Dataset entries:

========

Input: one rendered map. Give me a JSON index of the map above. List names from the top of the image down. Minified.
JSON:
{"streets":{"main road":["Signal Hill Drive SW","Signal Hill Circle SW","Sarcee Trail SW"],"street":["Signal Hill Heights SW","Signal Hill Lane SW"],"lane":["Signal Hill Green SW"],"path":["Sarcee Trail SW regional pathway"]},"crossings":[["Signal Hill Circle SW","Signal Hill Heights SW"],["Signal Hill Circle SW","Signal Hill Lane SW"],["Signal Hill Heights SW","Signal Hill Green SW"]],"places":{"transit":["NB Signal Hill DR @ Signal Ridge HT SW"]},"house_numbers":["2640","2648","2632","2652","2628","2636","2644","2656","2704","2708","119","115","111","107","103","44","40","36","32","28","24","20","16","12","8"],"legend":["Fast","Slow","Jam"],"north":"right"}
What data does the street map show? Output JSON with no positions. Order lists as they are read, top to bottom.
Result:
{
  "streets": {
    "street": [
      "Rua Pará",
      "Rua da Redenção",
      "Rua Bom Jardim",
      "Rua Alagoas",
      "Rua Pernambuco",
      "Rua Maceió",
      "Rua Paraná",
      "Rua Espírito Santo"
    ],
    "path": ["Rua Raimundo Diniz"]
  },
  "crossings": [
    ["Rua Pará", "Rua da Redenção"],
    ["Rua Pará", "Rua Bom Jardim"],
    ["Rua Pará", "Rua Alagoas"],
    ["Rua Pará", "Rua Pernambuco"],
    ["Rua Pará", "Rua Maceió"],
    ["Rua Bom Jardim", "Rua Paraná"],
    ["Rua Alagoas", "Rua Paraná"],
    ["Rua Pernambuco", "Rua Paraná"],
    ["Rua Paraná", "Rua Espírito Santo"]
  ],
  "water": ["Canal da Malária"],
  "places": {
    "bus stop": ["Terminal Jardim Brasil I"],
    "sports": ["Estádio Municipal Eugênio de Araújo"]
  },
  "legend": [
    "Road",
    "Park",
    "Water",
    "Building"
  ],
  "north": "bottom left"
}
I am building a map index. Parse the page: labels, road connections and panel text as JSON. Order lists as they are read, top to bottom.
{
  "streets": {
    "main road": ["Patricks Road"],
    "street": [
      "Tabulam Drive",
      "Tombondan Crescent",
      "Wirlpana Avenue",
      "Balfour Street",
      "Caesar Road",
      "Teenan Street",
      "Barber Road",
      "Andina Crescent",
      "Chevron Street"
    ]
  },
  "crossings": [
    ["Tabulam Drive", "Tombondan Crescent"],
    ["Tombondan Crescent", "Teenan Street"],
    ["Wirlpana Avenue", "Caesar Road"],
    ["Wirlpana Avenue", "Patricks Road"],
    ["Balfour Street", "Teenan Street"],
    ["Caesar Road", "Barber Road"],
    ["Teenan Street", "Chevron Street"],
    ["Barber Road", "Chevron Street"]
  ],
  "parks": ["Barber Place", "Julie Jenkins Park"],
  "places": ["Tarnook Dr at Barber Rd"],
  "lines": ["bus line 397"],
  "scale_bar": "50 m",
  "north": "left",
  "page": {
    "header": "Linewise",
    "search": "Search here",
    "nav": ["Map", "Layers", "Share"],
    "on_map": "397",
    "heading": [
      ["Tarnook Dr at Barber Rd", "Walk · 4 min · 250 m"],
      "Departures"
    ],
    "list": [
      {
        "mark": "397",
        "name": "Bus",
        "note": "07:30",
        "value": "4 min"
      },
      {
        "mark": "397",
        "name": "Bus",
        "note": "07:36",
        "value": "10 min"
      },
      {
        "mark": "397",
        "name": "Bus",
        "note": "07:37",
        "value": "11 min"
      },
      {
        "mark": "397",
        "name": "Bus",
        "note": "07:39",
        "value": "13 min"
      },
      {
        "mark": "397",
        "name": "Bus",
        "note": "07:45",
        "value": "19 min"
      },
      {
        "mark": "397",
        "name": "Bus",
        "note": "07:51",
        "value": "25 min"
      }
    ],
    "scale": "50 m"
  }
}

========

◆ Try it: Using the records given above, list every line that includes the word "Redenção".

◆ Output for this task:
      "Rua da Redenção",
    ["Rua Pará", "Rua da Redenção"],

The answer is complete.